==== Records for processing ====

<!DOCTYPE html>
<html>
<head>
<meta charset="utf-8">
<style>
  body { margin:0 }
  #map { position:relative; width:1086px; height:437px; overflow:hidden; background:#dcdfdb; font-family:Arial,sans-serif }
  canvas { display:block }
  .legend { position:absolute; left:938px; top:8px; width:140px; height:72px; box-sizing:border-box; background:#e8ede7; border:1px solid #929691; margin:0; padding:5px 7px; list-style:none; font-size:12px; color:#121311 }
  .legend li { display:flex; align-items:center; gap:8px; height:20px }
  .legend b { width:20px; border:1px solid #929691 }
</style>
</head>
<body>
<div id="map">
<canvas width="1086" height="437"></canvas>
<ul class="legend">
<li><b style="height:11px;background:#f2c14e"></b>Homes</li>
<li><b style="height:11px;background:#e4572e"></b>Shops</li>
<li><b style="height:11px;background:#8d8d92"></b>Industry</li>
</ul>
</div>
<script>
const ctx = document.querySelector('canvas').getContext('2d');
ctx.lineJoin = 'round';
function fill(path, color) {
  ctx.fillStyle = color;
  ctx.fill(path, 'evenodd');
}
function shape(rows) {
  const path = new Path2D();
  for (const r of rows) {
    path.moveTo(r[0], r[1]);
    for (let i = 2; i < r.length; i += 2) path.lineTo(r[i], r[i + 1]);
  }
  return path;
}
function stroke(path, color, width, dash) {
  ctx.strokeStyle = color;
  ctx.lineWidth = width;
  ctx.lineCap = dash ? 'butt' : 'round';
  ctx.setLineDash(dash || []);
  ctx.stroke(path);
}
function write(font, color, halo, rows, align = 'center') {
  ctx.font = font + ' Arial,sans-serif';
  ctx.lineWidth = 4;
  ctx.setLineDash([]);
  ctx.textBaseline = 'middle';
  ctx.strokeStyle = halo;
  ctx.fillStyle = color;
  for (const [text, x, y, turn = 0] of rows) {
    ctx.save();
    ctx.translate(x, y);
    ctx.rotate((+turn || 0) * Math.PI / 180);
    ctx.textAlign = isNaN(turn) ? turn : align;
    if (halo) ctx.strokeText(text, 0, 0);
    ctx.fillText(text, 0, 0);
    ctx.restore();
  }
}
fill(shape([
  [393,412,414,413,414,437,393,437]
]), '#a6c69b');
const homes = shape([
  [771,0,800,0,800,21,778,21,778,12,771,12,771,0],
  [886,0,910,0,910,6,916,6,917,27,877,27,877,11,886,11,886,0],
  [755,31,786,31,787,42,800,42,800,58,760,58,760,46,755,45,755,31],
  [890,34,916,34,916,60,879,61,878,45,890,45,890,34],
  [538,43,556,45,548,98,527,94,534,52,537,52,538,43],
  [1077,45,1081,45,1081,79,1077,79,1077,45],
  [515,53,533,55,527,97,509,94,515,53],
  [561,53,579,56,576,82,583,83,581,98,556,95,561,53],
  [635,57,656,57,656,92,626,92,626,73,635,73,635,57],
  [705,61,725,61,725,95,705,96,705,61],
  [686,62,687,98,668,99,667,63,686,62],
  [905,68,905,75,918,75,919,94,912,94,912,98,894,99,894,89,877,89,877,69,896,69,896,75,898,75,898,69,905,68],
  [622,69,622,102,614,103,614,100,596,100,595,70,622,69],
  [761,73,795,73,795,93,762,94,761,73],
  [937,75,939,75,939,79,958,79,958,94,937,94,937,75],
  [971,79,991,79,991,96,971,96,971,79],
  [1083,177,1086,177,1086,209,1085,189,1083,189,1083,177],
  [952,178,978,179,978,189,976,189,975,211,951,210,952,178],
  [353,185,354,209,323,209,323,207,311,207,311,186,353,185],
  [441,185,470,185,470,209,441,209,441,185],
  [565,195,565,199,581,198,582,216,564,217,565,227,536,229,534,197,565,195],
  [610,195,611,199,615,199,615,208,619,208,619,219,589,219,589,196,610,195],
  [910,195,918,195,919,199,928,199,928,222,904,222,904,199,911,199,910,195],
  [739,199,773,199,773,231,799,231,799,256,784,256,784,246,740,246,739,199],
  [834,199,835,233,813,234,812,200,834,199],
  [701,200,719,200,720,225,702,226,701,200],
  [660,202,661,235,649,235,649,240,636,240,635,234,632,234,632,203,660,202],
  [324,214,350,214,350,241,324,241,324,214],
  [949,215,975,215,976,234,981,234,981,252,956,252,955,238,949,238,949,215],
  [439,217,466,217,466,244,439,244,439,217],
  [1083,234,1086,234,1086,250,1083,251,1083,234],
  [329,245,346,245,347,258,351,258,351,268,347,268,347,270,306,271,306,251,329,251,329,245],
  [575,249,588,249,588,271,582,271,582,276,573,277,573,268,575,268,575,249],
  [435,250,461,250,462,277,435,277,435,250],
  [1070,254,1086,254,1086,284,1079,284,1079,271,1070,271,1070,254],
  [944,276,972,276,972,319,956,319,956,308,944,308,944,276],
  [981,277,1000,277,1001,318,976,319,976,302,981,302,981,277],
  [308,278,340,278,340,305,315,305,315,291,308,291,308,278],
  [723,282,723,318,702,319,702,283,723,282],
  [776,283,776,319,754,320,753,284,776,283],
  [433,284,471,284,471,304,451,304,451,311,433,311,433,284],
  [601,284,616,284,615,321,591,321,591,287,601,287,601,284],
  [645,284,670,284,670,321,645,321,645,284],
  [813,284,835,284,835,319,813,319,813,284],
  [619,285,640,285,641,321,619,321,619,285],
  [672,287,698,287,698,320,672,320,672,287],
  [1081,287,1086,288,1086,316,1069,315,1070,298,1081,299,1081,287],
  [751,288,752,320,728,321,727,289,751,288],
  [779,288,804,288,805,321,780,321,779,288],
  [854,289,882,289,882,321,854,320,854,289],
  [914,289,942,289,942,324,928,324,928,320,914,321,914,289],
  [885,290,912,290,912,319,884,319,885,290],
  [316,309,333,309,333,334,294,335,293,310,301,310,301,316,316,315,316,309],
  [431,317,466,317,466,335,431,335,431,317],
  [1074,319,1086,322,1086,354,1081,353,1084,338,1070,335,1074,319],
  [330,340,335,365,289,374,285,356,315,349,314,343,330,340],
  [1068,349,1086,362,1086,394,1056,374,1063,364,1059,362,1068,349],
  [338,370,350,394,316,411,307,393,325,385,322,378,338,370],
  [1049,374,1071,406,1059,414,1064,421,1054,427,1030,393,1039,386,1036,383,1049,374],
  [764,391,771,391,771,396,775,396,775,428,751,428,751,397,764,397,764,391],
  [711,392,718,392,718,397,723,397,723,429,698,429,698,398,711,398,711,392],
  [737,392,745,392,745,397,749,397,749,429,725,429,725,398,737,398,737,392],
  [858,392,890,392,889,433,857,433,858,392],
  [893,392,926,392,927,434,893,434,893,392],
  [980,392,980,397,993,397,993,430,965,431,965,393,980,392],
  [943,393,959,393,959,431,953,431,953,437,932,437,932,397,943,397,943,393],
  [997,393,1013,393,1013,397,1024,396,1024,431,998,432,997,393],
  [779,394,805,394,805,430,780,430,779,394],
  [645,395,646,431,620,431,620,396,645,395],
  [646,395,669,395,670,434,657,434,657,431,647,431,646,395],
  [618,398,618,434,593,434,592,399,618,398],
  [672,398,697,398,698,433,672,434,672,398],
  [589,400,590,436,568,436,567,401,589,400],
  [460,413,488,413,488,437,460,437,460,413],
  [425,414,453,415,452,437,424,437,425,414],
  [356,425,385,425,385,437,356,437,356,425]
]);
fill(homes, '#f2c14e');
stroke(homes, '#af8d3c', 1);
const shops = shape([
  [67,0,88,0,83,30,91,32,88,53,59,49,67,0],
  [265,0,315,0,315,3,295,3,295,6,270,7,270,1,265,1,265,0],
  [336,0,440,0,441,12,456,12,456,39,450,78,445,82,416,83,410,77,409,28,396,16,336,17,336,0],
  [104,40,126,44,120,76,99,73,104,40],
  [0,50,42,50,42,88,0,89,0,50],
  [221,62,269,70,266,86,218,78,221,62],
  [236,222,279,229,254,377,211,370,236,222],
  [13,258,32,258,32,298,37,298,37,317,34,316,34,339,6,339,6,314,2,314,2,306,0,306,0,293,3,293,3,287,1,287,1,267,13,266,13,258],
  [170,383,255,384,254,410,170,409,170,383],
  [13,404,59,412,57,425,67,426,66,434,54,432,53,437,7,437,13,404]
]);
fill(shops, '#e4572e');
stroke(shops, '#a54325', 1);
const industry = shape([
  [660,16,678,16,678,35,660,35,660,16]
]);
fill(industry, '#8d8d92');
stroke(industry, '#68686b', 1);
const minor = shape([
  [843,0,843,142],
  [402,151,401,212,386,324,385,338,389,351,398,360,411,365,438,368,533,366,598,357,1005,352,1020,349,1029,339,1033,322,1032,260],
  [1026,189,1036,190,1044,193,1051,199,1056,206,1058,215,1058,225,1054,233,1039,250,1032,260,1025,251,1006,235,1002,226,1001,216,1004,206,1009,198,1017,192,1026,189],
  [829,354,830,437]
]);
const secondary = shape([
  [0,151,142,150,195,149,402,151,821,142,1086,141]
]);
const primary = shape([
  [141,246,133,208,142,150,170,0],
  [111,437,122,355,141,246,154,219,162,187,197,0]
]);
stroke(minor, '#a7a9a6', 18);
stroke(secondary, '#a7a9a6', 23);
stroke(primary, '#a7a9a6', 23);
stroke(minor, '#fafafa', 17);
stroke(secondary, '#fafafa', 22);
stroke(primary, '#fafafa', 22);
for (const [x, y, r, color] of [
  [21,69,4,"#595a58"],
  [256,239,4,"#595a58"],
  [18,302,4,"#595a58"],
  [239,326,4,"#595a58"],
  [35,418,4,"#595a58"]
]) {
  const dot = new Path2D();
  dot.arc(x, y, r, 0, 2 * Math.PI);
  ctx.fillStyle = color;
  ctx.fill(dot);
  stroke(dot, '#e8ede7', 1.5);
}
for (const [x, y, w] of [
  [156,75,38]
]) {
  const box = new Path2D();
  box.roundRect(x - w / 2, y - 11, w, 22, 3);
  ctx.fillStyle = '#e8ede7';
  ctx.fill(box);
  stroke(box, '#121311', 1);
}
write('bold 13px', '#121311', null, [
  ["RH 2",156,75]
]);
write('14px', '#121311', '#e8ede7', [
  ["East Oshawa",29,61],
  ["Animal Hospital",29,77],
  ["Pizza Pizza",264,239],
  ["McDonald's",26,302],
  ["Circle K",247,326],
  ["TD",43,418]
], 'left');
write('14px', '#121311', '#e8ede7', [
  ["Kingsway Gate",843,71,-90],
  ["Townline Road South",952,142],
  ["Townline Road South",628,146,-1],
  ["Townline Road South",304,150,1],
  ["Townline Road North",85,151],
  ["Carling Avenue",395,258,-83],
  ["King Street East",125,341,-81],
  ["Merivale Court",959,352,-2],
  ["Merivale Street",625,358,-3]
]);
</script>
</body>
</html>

====

> [Description of the task]
Find the string "halo" in the records, then copy each line where it occurs.

> [Task output]
function write(font, color, halo, rows, align = 'center') {
  ctx.strokeStyle = halo;
    if (halo) ctx.strokeText(text, 0, 0);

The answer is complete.